» **DATASET CONTENT**:
————————

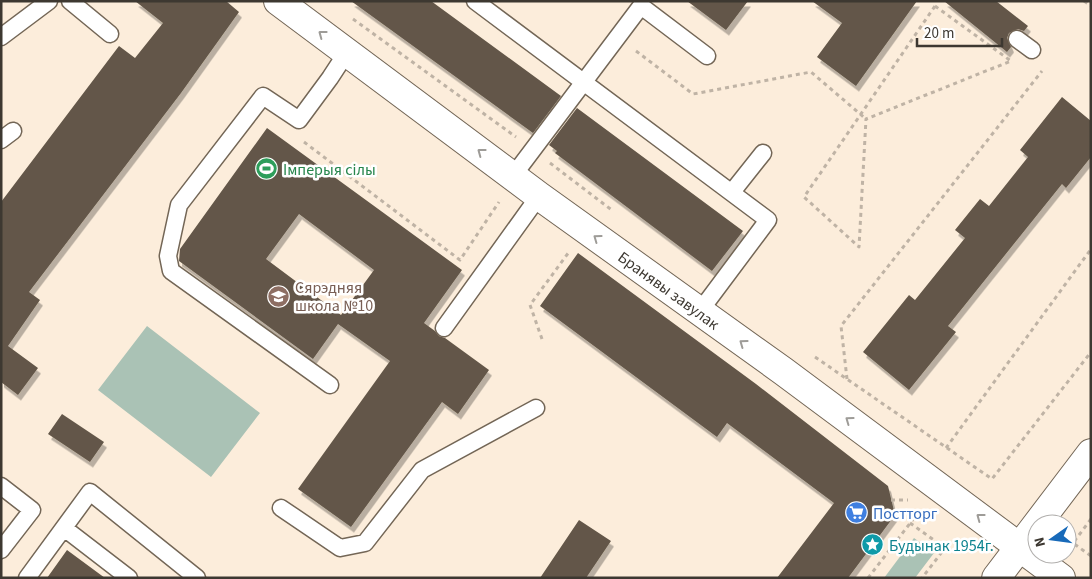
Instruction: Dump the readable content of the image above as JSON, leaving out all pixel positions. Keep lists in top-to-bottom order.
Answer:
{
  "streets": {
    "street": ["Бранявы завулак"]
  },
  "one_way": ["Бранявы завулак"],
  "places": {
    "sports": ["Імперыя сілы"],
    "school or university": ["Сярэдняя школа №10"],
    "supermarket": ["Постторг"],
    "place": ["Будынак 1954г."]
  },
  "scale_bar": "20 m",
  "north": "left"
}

————————

» **WHAT TO DO**:
Write the data out again word for word; leave the pictures behind.

» **ANSWER FOR THIS EXERCISE**:
Instruction: Dump the readable content of the image above as JSON, leaving out all pixel positions. Keep lists in top-to-bottom order.
Answer:
{
  "streets": {
    "street": ["Бранявы завулак"]
  },
  "one_way": ["Бранявы завулак"],
  "places": {
    "sports": ["Імперыя сілы"],
    "school or university": ["Сярэдняя школа №10"],
    "supermarket": ["Постторг"],
    "place": ["Будынак 1954г."]
  },
  "scale_bar": "20 m",
  "north": "left"
}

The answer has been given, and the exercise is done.